Well, the bearings are shot on the '84, any advice on replacement? It looks like the u-joints are fine, but I'm wondering if I should replace them now anyway. Do I really need to take everything apart as per the Helms, or can I just remove the brakes, then the hub? Thanks for any advice! :smash:
heres my 2 cents!! I got my rear hubs at pep boys for $149 each plus life time warranty!! I took them to my chevy dealer and had them install them cost me about 125 bucks for both to be installed. I would replace your u joints too!! JAY Also i have an 85 i think they should be the same!!!
Almost always when a wheel bearing goes it takes the outter u-joint with it. Not all the time, but mostly. :) I also buy mine at Pepboys, but install them myself.
Scorp, I was just reviewing your u-joint replacement article, do I need to do all that to get out the wheel bearing, and what type of u-joints do you recommend, I know you've said a million times, but I forgot. Thanks.
You can get the wheel bearing out without removing the halfshaft. It isn't as easy, but it can be done. :yesnod: I use Spicer cold forged u-joints. You will need a 36mm socket and a torque wrench capable of 200 ft/lb for installation.
You do NOT have to dynamite the whole rear suspension to change the rear wheel bearings. It wasn't easy, but I was able to get the three, T55 headed torx, bolts out by using a 3", 1/2" drive extension on an air impact wrench. With the impact laying on or next to the half shaft, there was just enough flex in the couplings (impact to extension and extension to socket) to reach and engage the three bolts. I used a lot of cuss words, and the socket was difficult to engage into the bolt, but I think I saved a bunch of time. This MIGHT work with a breaker bar, too. By the way...MY Helms says it's a T50 head torx bolt. Don't believe it. Good luck, and...
Scorp, where did you get the u-joints, wasn't it speed demon, and how much are they, how long do they take to get? Thanks, I'll probably just do it all at once. :smash:
I just did mine today...Do yourself the favor of changing the U-joints...your car is almost 20 years old, and I'm willing to bet those U-joints are, too. That's a lot of years with a lot of abuse.

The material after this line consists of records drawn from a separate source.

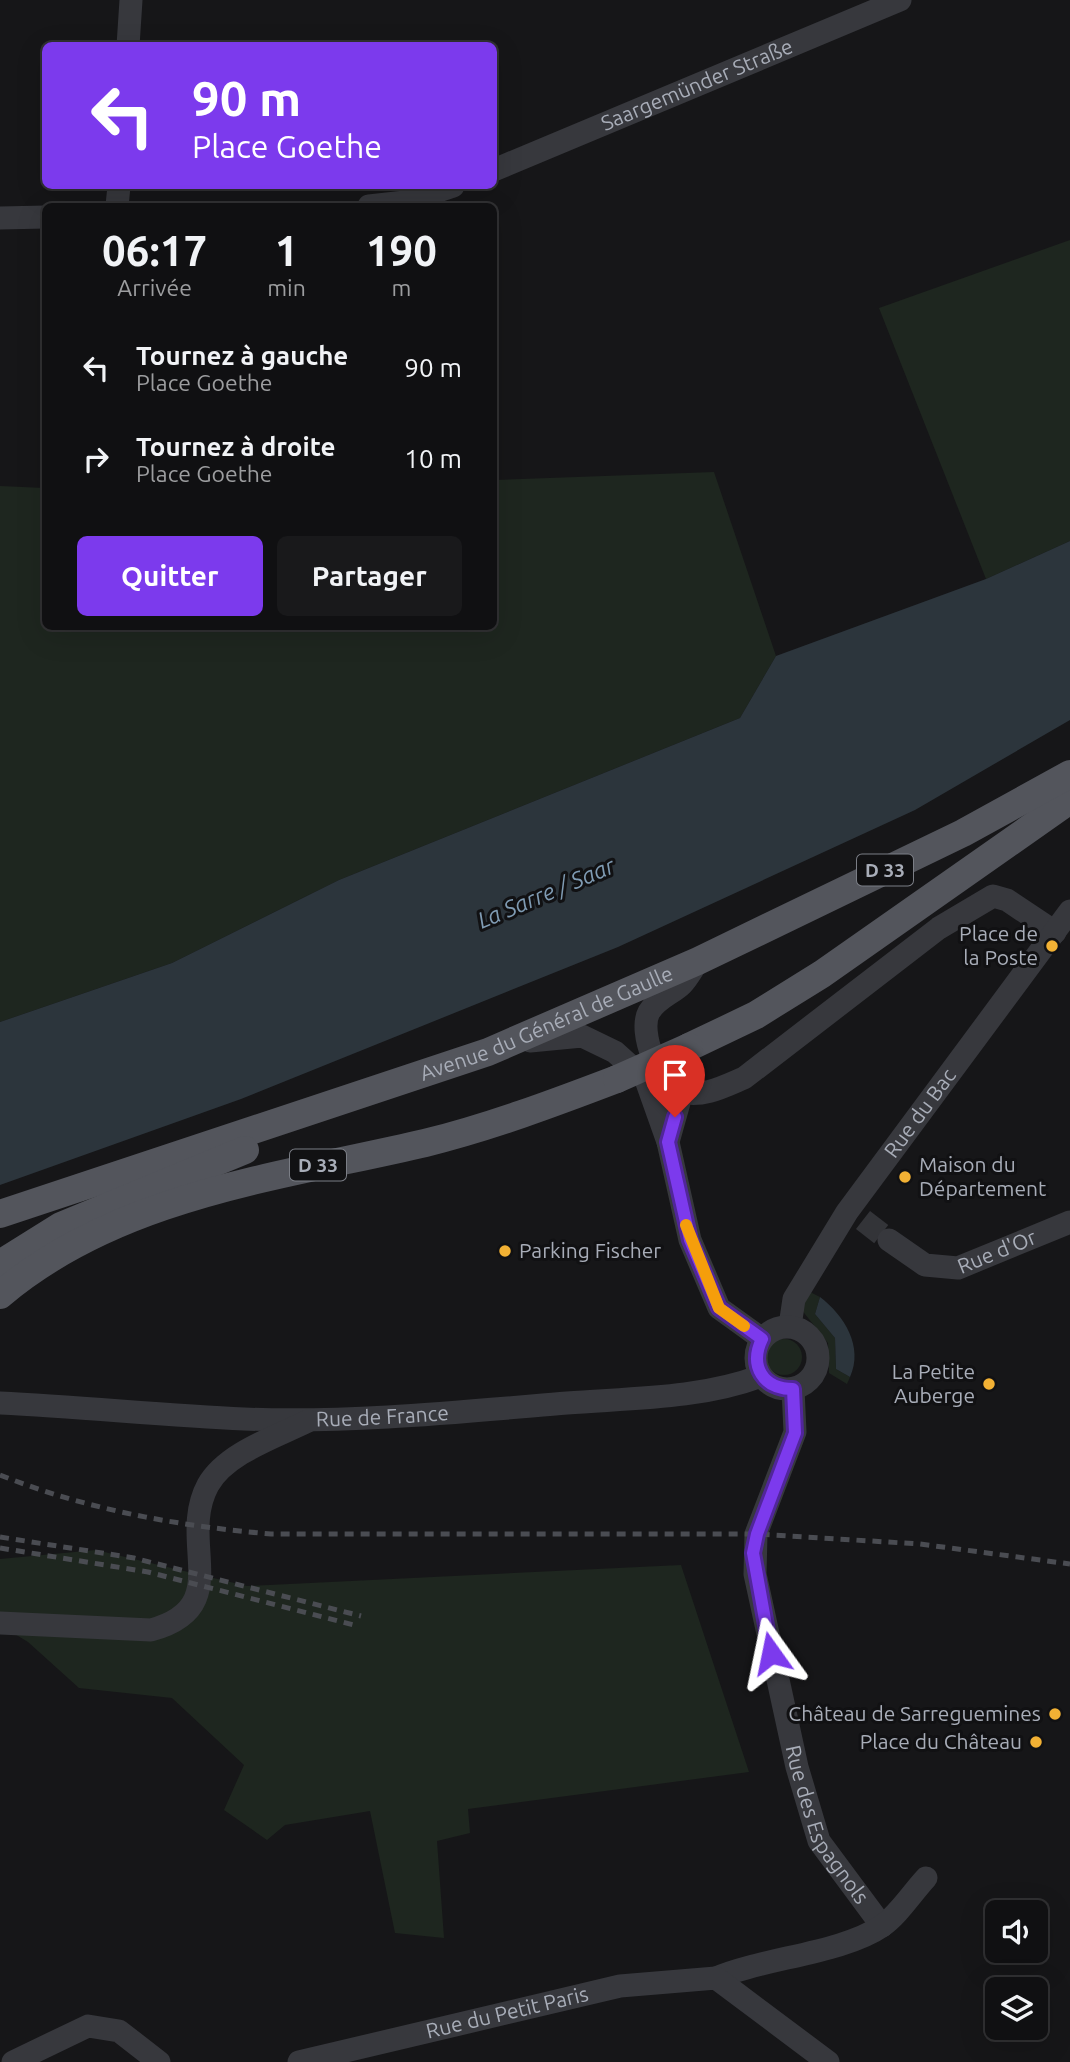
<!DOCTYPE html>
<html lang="fr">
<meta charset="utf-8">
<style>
:root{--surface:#101012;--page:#19191b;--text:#f1f3f6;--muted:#9c9d9f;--line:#303032;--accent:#7c3aed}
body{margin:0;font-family:Ubuntu,sans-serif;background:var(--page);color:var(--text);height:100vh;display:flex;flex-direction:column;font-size:26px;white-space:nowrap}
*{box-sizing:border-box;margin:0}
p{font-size:23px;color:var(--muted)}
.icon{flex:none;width:38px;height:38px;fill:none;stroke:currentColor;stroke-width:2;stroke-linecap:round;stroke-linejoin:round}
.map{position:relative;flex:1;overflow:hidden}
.side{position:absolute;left:42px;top:203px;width:455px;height:427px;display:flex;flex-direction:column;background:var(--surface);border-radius:10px;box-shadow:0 7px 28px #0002,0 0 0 2px var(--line)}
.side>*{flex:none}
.top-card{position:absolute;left:42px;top:42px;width:455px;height:147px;border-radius:10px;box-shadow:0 7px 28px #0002,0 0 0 2px var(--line);background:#7c3aed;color:#fff;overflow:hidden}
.buttons{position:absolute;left:985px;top:1900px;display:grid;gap:14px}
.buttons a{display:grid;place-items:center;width:63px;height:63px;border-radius:10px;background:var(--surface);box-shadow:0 7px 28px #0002,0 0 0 2px var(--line);font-size:35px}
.pin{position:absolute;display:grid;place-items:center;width:60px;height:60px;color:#fff;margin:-72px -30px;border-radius:50% 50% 50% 0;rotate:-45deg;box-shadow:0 0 7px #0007}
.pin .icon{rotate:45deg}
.me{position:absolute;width:77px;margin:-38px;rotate:348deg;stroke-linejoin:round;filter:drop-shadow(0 0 5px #0008)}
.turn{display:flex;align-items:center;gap:24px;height:147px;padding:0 35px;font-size:32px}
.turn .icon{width:91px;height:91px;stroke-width:2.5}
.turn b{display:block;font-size:49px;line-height:60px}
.eta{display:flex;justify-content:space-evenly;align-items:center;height:119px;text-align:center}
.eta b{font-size:42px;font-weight:600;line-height:49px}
.primary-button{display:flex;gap:14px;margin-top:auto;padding:14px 35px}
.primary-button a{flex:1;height:80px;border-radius:10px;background:var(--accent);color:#fff;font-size:28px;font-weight:600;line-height:80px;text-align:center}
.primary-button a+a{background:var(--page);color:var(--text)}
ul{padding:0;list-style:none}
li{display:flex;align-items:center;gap:21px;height:91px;padding:0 35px}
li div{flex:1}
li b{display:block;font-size:26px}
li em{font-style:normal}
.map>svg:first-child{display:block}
</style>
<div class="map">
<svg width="1070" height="2062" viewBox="0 0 1070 2062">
<rect width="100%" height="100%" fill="#161618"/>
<g fill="#1e261f">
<path d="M 1070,240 L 1070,541 L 986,579 L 879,308 Z"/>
<path d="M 714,472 L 776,656 L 740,718 L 339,880 L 172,963 L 0,1022 L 0,486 L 45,488 L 46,626 L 494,626 L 494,480 Z"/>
<path d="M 810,1292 L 820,1297 L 815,1314 L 835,1338 L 836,1369 L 850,1377 L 847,1384 L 829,1373 L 828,1343 L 801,1309 Z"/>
<circle cx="784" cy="1357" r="18"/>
<path d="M 96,1550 L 247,1586 L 681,1565 L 749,1772 L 468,1809 L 470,1833 L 437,1841 L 444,1938 L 395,1933 L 370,1811 L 285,1825 L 267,1840 L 224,1810 L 244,1765 L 172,1698 L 79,1688 L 28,1642 L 0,1625 L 0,1559 Z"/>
</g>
<g fill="#2c353c">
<path d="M 1070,541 L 1070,720 L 915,810 L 618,947 L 241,1099 L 0,1185 L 0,1022 L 172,963 L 339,880 L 740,718 L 776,656 L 986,579 Z"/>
<path d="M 820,1297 C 844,1315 864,1347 850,1377 L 836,1369 L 835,1338 L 815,1314 Z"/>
</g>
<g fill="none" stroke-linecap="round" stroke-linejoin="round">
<path stroke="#333438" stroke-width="23" stroke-dasharray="23 11" stroke-linecap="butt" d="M 863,1220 L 889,1240"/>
<g stroke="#37383d" stroke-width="23">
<path d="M 128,46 L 131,0"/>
<path id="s1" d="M 494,170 L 900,0"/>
<path d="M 117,206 L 119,186"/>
<path d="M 369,206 L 405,202 L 453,186"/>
<path d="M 0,218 L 46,217"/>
<path d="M 698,961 C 693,968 688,978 682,984 C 672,994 657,998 649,1012 C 638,1032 659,1085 681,1092 C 703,1098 725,1086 744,1078 L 939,928 L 993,896 L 1007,900 L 1055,932"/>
<path d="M 530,1041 L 582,1036 L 615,1052 L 646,1080 L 668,1142 L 690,1240 L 719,1308 L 762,1339"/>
<path d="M 668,1142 L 682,1092"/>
<path id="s2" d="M 889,1240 L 925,1265 L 958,1268 L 1070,1222"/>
<path id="s3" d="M 790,1326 L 794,1299 L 847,1212 L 1070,911"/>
<circle cx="787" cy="1358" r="31"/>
<path id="s4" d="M 793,1389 L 795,1432 L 756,1534 L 755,1574 L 797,1767 L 819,1841 L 882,1926"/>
<path id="s5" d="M 0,1403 C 81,1407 162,1415 244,1419 C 351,1423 460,1412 567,1403 C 631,1398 700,1399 761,1376"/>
<path d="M 0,1623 L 151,1630 C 236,1607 177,1542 208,1485 C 226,1453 276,1437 308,1421"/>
<path d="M 716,1978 C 763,1958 843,1953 882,1926 C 898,1915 912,1893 926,1878"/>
<path d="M 13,2062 L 88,2026 L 119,2031 L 159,2062"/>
<path id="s6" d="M 299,2062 L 620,1986 L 716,1978 L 828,2062"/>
</g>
<g stroke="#53555c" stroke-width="28">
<path d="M 689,1047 L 756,1015 L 822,974 L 1070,800"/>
<path id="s7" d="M 0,1214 L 488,1052 L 698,961 L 963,833 L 1070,774"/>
<path d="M 0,1264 L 61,1226 L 245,1150"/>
<path d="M 0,1295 C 118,1195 280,1177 425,1143 C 490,1127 554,1103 617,1079"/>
</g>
<g stroke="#4a4c52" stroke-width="5" stroke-dasharray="9 7" stroke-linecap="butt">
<path d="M 0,1475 C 88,1510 178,1526 271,1534 L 756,1534 L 920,1544 L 1070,1564"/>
<path d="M 0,1537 L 134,1558 L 361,1616"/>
<path d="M 0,1548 L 148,1572 L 358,1626"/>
</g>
<path stroke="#53555c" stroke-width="28" d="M 617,1079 L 689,1047"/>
</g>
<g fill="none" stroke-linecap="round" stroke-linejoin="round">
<defs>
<path id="route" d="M 675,1117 L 668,1142 L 690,1240 L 719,1308 L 762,1339 C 749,1366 763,1389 793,1389 L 795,1433 L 757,1534 L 753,1553 L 771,1653"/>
</defs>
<use href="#route" stroke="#51269a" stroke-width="18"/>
<use href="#route" stroke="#7c3aed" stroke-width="12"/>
<path stroke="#f59e0b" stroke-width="12" d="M 686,1225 L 719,1308 L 744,1326"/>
</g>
<g fill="#f2b134" stroke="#111113" stroke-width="2.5">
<circle cx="1052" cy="946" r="7"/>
<circle cx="905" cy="1177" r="7"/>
<circle cx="505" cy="1251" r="7"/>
<circle cx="989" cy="1384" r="7"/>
<circle cx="1055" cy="1714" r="7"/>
<circle cx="1036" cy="1742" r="7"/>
</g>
<g text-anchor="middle" stroke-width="6" stroke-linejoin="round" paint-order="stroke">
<g fill="#111113" stroke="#7b7e86" stroke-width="2">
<rect x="857" y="854.5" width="56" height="31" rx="5"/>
<rect x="290" y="1149.5" width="56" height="31" rx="5"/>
</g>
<g font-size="19" font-weight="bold" fill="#a8adb8">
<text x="885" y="877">D 33</text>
<text x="318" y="1172">D 33</text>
</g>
<g font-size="21" fill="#a8adb8" stroke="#111113">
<text dy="7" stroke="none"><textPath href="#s1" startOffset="220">Saargemünder Straße</textPath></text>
<text dy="7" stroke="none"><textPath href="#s7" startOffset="579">Avenue du Général de Gaulle</textPath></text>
<text dy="7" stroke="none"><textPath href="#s3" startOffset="252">Rue du Bac</textPath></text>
<text dy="7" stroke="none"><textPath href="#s2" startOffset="119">Rue d'Or</textPath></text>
<text dy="7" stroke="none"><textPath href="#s5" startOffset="383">Rue de France</textPath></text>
<text dy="7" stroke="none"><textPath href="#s4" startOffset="455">Rue des Espagnols</textPath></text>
<text dy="7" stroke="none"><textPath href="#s6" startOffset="214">Rue du Petit Paris</textPath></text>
</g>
<g font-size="21" fill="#a8adb8" stroke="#111113" text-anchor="end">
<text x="1038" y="941">Place de<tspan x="1038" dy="24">la Poste</tspan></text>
<text x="919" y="1172" text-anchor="start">Maison du<tspan x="919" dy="24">Département</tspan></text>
<text x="519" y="1258" text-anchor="start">Parking Fischer</text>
<text x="975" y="1379">La Petite<tspan x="975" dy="24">Auberge</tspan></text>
<text x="1041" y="1721">Château de Sarreguemines</text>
<text x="1022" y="1749">Place du Château</text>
</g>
<g font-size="23" font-style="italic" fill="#7f9bb3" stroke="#111113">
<text transform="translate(546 893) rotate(-23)" y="8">La Sarre / Saar</text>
</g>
</g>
</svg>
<div class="buttons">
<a><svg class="icon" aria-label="sound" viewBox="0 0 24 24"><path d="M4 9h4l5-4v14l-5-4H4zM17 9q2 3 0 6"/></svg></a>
<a><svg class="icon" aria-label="layers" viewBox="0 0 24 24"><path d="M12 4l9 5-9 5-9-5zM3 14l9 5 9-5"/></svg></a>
</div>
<div class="pin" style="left:675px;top:1117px;background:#d93025"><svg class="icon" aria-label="arrive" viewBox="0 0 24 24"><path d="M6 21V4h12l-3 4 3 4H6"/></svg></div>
<svg class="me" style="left:771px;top:1653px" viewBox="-20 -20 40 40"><path d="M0-17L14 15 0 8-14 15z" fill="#7c3aed" stroke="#fff" stroke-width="4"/></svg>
<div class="top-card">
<div class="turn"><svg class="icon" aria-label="left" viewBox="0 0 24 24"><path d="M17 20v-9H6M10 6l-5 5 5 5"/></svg><div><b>90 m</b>Place Goethe</div></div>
</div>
<section class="side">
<div class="eta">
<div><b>06:17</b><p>Arrivée</p></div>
<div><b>1</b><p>min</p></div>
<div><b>190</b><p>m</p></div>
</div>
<ul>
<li><svg class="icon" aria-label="left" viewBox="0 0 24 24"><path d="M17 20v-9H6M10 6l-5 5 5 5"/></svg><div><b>Tournez à gauche</b><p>Place Goethe</p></div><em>90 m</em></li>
<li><svg class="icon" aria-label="right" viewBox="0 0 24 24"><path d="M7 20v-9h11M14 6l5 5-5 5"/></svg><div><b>Tournez à droite</b><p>Place Goethe</p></div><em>10 m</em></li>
</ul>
<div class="primary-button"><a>Quitter</a><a>Partager</a></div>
</section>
</div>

I got all four bearings at Manny, Moe, and Jack's for a hair under $600 with a lifetime warranty. I couldn't purchase the Spicer U-joints locally, and I wasn't about to use Puke Force, so I got the Precision ultra-duty 4WD joints for about $30/ea. Scorp's thread with the pictures is excellent help!! Also, the GM factory manual incorrectly tells you that the three torx bolts are T45....they're T55.
I'm doing my rear bearings right now, leaving the 1/2 shafts in.
the only problem I have is tourqing the 3 bolts down to 66ftlbs.
I can't get the torque wrench in there, nor is there room to swing it. any hints here would be appreaciated!!
tomorrow I'm going buy a 3/8 torque wrench and see if the smaller TW works.... I torqued the spindle nut to 180 ftlbs no problem.
I used a 3/8ths. Works great!
According to my GM factory manual, the spindle nut is only supposed to be torqued to 81 lbs./ft. The cam bolt on the support rod is torqued to 180 lbs./ft. I already found one misprint doing this job; I hope this isn't another!!!
I have an '84 with 87k miles...I've replaced all the bearings.....so thats what you should do to get it running right.......been there done that....
tony
'84 redoooooooooo
:cheers:
SApeed demon didn't have the u-joints in stock, so they sent me to toms differentials in CA, they were great. I have the bearings in, and u-joints on the half-shafts, I will try to button thigs up tomorrow, and see how it all works. Thanks for the help guys, bye the way, mine has 152,000 on it, and is basically stock so far!!!!